Entries taken from a collection:
------------------------------------------------------------
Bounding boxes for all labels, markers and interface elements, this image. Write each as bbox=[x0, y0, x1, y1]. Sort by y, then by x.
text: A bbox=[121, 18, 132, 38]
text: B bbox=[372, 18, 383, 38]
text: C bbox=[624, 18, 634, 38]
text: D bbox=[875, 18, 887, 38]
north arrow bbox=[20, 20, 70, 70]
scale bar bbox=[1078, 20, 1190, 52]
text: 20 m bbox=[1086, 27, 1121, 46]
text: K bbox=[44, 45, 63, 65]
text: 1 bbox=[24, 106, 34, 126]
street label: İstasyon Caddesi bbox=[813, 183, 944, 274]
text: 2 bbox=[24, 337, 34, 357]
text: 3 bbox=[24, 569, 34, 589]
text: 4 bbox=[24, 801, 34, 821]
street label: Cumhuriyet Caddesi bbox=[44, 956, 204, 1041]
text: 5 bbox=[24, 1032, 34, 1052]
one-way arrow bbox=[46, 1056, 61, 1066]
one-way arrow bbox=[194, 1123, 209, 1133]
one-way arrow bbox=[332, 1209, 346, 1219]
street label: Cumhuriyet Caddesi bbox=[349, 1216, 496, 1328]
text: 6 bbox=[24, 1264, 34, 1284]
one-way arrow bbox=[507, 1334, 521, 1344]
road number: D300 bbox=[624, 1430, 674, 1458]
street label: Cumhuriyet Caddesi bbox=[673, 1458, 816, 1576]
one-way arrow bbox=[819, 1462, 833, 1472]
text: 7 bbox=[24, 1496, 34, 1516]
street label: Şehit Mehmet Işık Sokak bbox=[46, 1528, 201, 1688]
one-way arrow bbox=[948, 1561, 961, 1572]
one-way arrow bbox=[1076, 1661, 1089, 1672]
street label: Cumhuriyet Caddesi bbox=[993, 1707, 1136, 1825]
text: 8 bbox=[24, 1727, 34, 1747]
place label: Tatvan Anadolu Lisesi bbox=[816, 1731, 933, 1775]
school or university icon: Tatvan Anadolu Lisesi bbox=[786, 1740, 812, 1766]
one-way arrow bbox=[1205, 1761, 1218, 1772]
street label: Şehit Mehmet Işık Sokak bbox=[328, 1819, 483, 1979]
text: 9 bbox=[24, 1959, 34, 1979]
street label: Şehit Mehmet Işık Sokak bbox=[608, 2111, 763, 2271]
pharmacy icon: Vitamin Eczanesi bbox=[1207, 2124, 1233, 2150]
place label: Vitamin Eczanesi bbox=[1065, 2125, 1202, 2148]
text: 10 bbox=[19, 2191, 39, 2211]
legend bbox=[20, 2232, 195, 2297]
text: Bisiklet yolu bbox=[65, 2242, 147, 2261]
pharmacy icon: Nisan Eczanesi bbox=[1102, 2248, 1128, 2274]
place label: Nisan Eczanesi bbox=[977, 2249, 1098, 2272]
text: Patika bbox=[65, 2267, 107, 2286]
------------------------------------------------------------
(TASK GOAL):
The records given above are to be repeated in full, exactly.

(WRITTEN RESPONSE):
Bounding boxes for all labels, markers and interface elements, this image. Write each as bbox=[x0, y0, x1, y1]. Sort by y, then by x.
text: A bbox=[121, 18, 132, 38]
text: B bbox=[372, 18, 383, 38]
text: C bbox=[624, 18, 634, 38]
text: D bbox=[875, 18, 887, 38]
north arrow bbox=[20, 20, 70, 70]
scale bar bbox=[1078, 20, 1190, 52]
text: 20 m bbox=[1086, 27, 1121, 46]
text: K bbox=[44, 45, 63, 65]
text: 1 bbox=[24, 106, 34, 126]
street label: İstasyon Caddesi bbox=[813, 183, 944, 274]
text: 2 bbox=[24, 337, 34, 357]
text: 3 bbox=[24, 569, 34, 589]
text: 4 bbox=[24, 801, 34, 821]
street label: Cumhuriyet Caddesi bbox=[44, 956, 204, 1041]
text: 5 bbox=[24, 1032, 34, 1052]
one-way arrow bbox=[46, 1056, 61, 1066]
one-way arrow bbox=[194, 1123, 209, 1133]
one-way arrow bbox=[332, 1209, 346, 1219]
street label: Cumhuriyet Caddesi bbox=[349, 1216, 496, 1328]
text: 6 bbox=[24, 1264, 34, 1284]
one-way arrow bbox=[507, 1334, 521, 1344]
road number: D300 bbox=[624, 1430, 674, 1458]
street label: Cumhuriyet Caddesi bbox=[673, 1458, 816, 1576]
one-way arrow bbox=[819, 1462, 833, 1472]
text: 7 bbox=[24, 1496, 34, 1516]
street label: Şehit Mehmet Işık Sokak bbox=[46, 1528, 201, 1688]
one-way arrow bbox=[948, 1561, 961, 1572]
one-way arrow bbox=[1076, 1661, 1089, 1672]
street label: Cumhuriyet Caddesi bbox=[993, 1707, 1136, 1825]
text: 8 bbox=[24, 1727, 34, 1747]
place label: Tatvan Anadolu Lisesi bbox=[816, 1731, 933, 1775]
school or university icon: Tatvan Anadolu Lisesi bbox=[786, 1740, 812, 1766]
one-way arrow bbox=[1205, 1761, 1218, 1772]
street label: Şehit Mehmet Işık Sokak bbox=[328, 1819, 483, 1979]
text: 9 bbox=[24, 1959, 34, 1979]
street label: Şehit Mehmet Işık Sokak bbox=[608, 2111, 763, 2271]
pharmacy icon: Vitamin Eczanesi bbox=[1207, 2124, 1233, 2150]
place label: Vitamin Eczanesi bbox=[1065, 2125, 1202, 2148]
text: 10 bbox=[19, 2191, 39, 2211]
legend bbox=[20, 2232, 195, 2297]
text: Bisiklet yolu bbox=[65, 2242, 147, 2261]
pharmacy icon: Nisan Eczanesi bbox=[1102, 2248, 1128, 2274]
place label: Nisan Eczanesi bbox=[977, 2249, 1098, 2272]
text: Patika bbox=[65, 2267, 107, 2286]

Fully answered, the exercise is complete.